-- Work required --
If an entry below contains an image, drop the image and retype the rest exactly.

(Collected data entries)
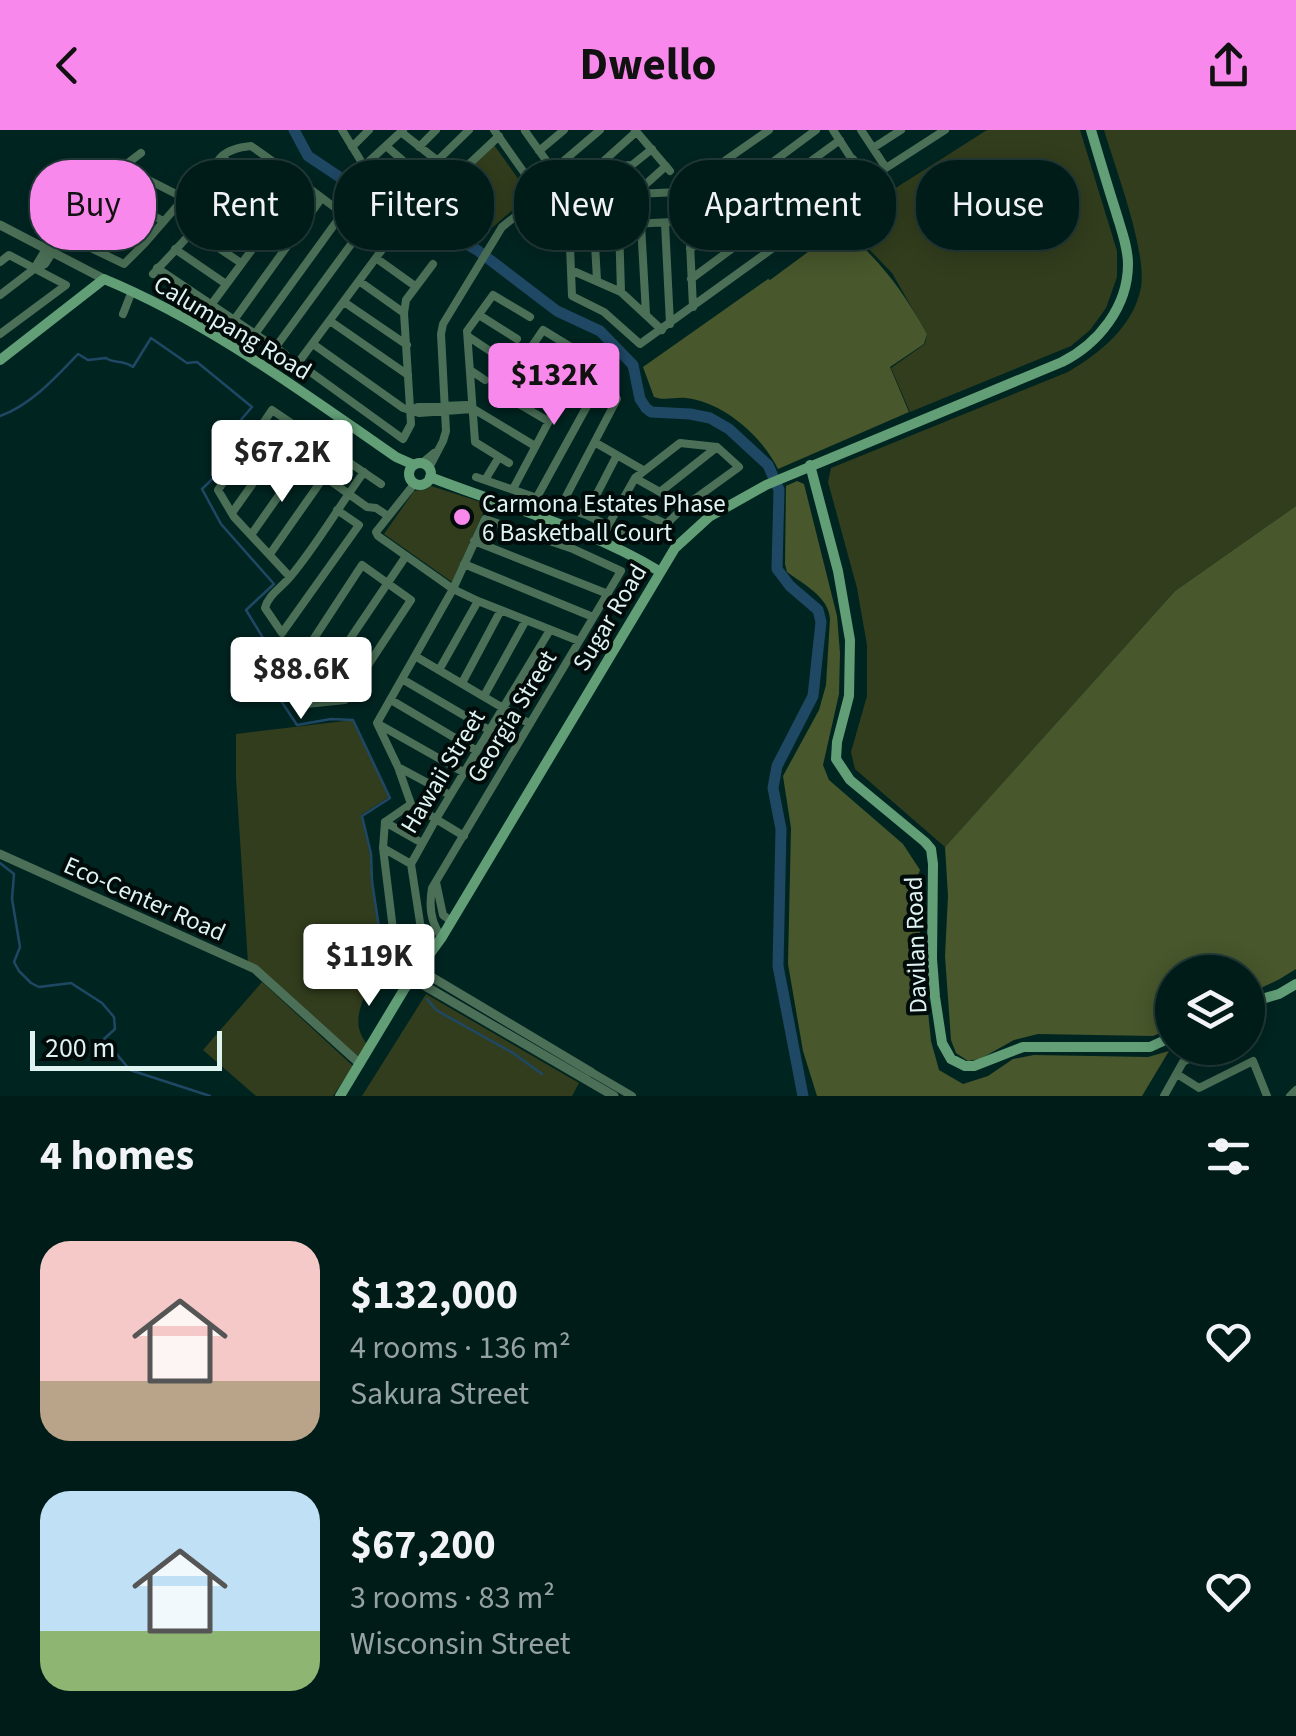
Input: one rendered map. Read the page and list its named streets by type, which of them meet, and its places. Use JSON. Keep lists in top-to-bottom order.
{
  "streets": {
    "main road": ["Calumpang Road", "Sugar Road", "Davilan Road"],
    "street": ["Georgia Street", "Hawaii Street", "Eco-Center Road"]
  },
  "crossings": [
    ["Calumpang Road", "Sugar Road"],
    ["Sugar Road", "Georgia Street"],
    ["Sugar Road", "Eco-Center Road"],
    ["Sugar Road", "Davilan Road"]
  ],
  "places": ["Carmona Estates Phase 6 Basketball Court"],
  "scale_bar": "200 m",
  "page": {
    "header": "Dwello",
    "chip": [
      "Buy",
      "Rent",
      "Filters",
      "New",
      "Apartment",
      "House"
    ],
    "price": [
      "$132K",
      "$67.2K",
      "$88.6K",
      "$119K"
    ],
    "scale": "200 m",
    "heading": "4 homes",
    "list": [
      {
        "name": "$132,000",
        "note": "4 rooms · 136 m² · Sakura Street"
      },
      {
        "name": "$67,200",
        "note": "3 rooms · 83 m² · Wisconsin Street"
      }
    ]
  }
}
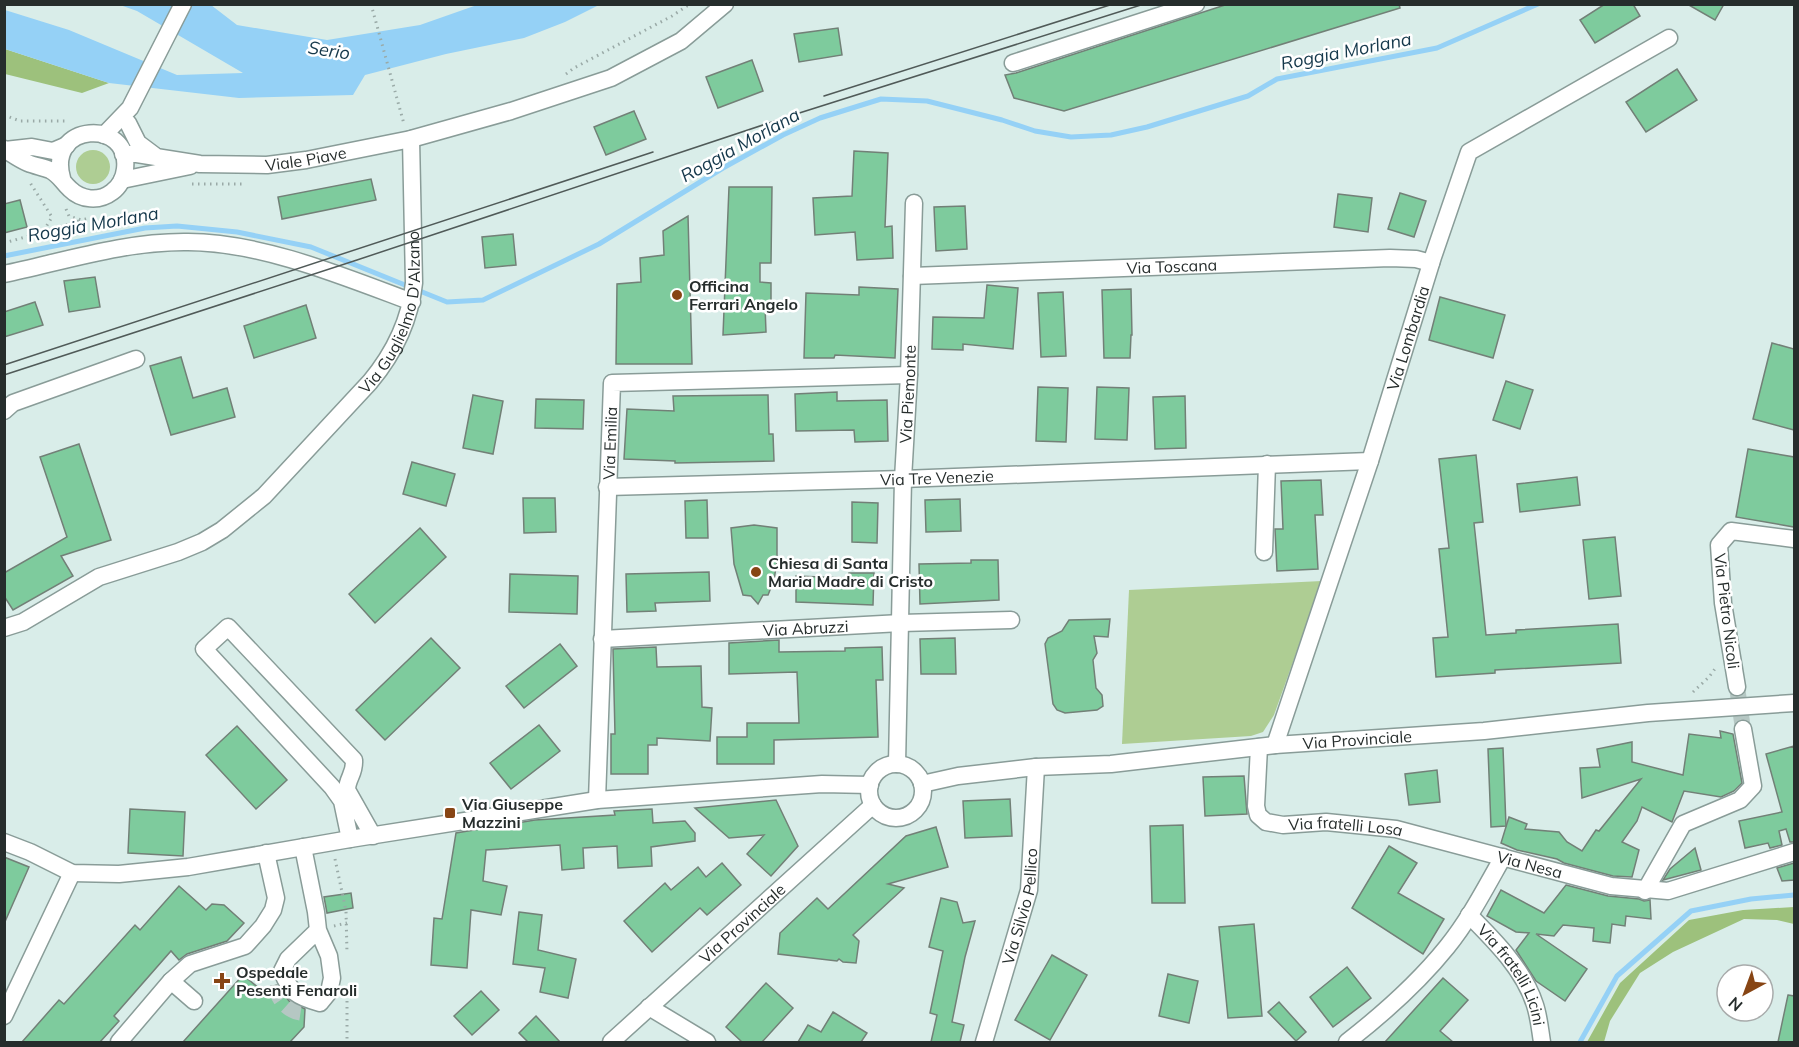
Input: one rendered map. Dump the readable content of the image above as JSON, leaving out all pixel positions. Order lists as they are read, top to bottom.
{
  "streets": {
    "street": [
      "Viale Piave",
      "Via Toscana",
      "Via Guglielmo D'Alzano",
      "Via Lombardia",
      "Via Piemonte",
      "Via Emilia",
      "Via Tre Venezie",
      "Via Pietro Nicoli",
      "Via Abruzzi",
      "Via Provinciale",
      "Via fratelli Losa",
      "Via Nesa",
      "Via Silvio Pellico",
      "Via fratelli Licini"
    ]
  },
  "crossings": [
    ["Viale Piave", "Via Guglielmo D'Alzano"],
    ["Via Toscana", "Via Lombardia"],
    ["Via Toscana", "Via Piemonte"],
    ["Via Lombardia", "Via Tre Venezie"],
    ["Via Lombardia", "Via Provinciale"],
    ["Via Lombardia", "Via fratelli Losa"],
    ["Via Piemonte", "Via Emilia"],
    ["Via Piemonte", "Via Tre Venezie"],
    ["Via Piemonte", "Via Abruzzi"],
    ["Via Piemonte", "Via Provinciale"],
    ["Via Emilia", "Via Tre Venezie"],
    ["Via Emilia", "Via Abruzzi"],
    ["Via Provinciale", "Via fratelli Losa"],
    ["Via Provinciale", "Via Silvio Pellico"],
    ["Via fratelli Losa", "Via Nesa"],
    ["Via Nesa", "Via fratelli Licini"]
  ],
  "water": ["Serio", "Roggia Morlana"],
  "places": {
    "other": ["Officina Ferrari Angelo", "Chiesa di Santa Maria Madre di Cristo"],
    "transit": ["Via Giuseppe Mazzini"],
    "health": ["Ospedale Pesenti Fenaroli"]
  },
  "north": "bottom left"
}
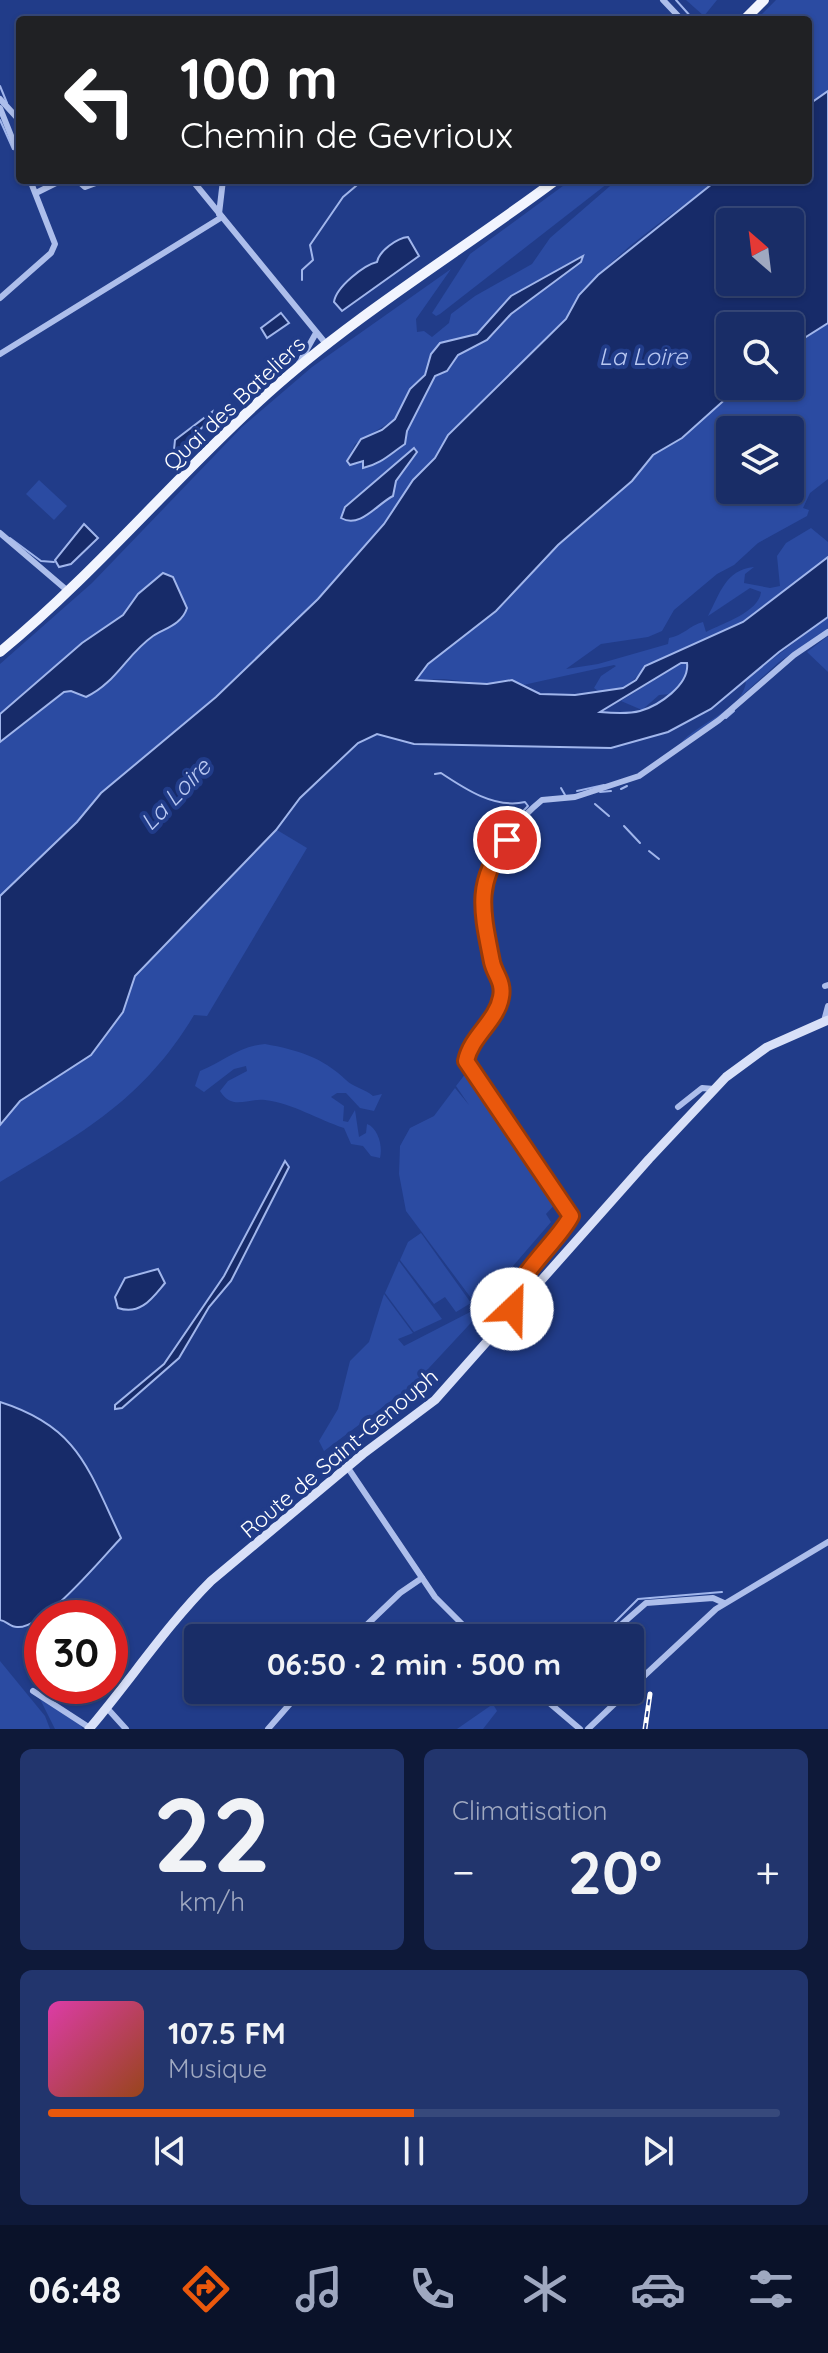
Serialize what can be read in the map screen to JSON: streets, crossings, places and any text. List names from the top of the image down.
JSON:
{
  "streets": {
    "main road": ["Quai des Bateliers"],
    "street": ["Route de Saint-Genouph"]
  },
  "water": ["La Loire"],
  "north": "top left",
  "page": {
    "turn": ["100 m", "Chemin de Gevrioux"],
    "limit": "30",
    "trip": "06:50 · 2 min · 500 m",
    "tile": [
      ["22", "km/h"],
      "Climatisation"
    ],
    "heat": ["−", "20°", "+"],
    "song": ["107.5 FM", "Musique"],
    "tabs": "06:48"
  }
}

-- Solution to this task --
Input: one rendered map. Read the page and list its named streets by type, which of them meet, and its places. Use JSON. Keep lists in top-to-bottom order.
{
  "streets": {
    "main road": ["Calumpang Road", "Sugar Road", "Davilan Road"],
    "street": ["Georgia Street", "Hawaii Street", "Eco-Center Road"]
  },
  "crossings": [
    ["Calumpang Road", "Sugar Road"],
    ["Sugar Road", "Georgia Street"],
    ["Sugar Road", "Eco-Center Road"],
    ["Sugar Road", "Davilan Road"]
  ],
  "places": ["Carmona Estates Phase 6 Basketball Court"],
  "scale_bar": "200 m",
  "page": {
    "header": "Dwello",
    "chip": [
      "Buy",
      "Rent",
      "Filters",
      "New",
      "Apartment",
      "House"
    ],
    "price": [
      "$132K",
      "$67.2K",
      "$88.6K",
      "$119K"
    ],
    "scale": "200 m",
    "heading": "4 homes",
    "list": [
      {
        "name": "$132,000",
        "note": "4 rooms · 136 m² · Sakura Street"
      },
      {
        "name": "$67,200",
        "note": "3 rooms · 83 m² · Wisconsin Street"
      }
    ]
  }
}
Input: one rendered map. Dump the readable content of the image above as JSON, leaving out all pixel positions. Order lists as they are read, top to bottom.
{
  "streets": {
    "street": [
      "Viale Piave",
      "Via Toscana",
      "Via Guglielmo D'Alzano",
      "Via Lombardia",
      "Via Piemonte",
      "Via Emilia",
      "Via Tre Venezie",
      "Via Pietro Nicoli",
      "Via Abruzzi",
      "Via Provinciale",
      "Via fratelli Losa",
      "Via Nesa",
      "Via Silvio Pellico",
      "Via fratelli Licini"
    ]
  },
  "crossings": [
    ["Viale Piave", "Via Guglielmo D'Alzano"],
    ["Via Toscana", "Via Lombardia"],
    ["Via Toscana", "Via Piemonte"],
    ["Via Lombardia", "Via Tre Venezie"],
    ["Via Lombardia", "Via Provinciale"],
    ["Via Lombardia", "Via fratelli Losa"],
    ["Via Piemonte", "Via Emilia"],
    ["Via Piemonte", "Via Tre Venezie"],
    ["Via Piemonte", "Via Abruzzi"],
    ["Via Piemonte", "Via Provinciale"],
    ["Via Emilia", "Via Tre Venezie"],
    ["Via Emilia", "Via Abruzzi"],
    ["Via Provinciale", "Via fratelli Losa"],
    ["Via Provinciale", "Via Silvio Pellico"],
    ["Via fratelli Losa", "Via Nesa"],
    ["Via Nesa", "Via fratelli Licini"]
  ],
  "water": ["Serio", "Roggia Morlana"],
  "places": {
    "other": ["Officina Ferrari Angelo", "Chiesa di Santa Maria Madre di Cristo"],
    "transit": ["Via Giuseppe Mazzini"],
    "health": ["Ospedale Pesenti Fenaroli"]
  },
  "north": "bottom left"
}
Serialize what can be read in the map screen to JSON: streets, crossings, places and any text. List names from the top of the image down.
JSON:
{
  "streets": {
    "main road": ["Quai des Bateliers"],
    "street": ["Route de Saint-Genouph"]
  },
  "water": ["La Loire"],
  "north": "top left",
  "page": {
    "turn": ["100 m", "Chemin de Gevrioux"],
    "limit": "30",
    "trip": "06:50 · 2 min · 500 m",
    "tile": [
      ["22", "km/h"],
      "Climatisation"
    ],
    "heat": ["−", "20°", "+"],
    "song": ["107.5 FM", "Musique"],
    "tabs": "06:48"
  }
}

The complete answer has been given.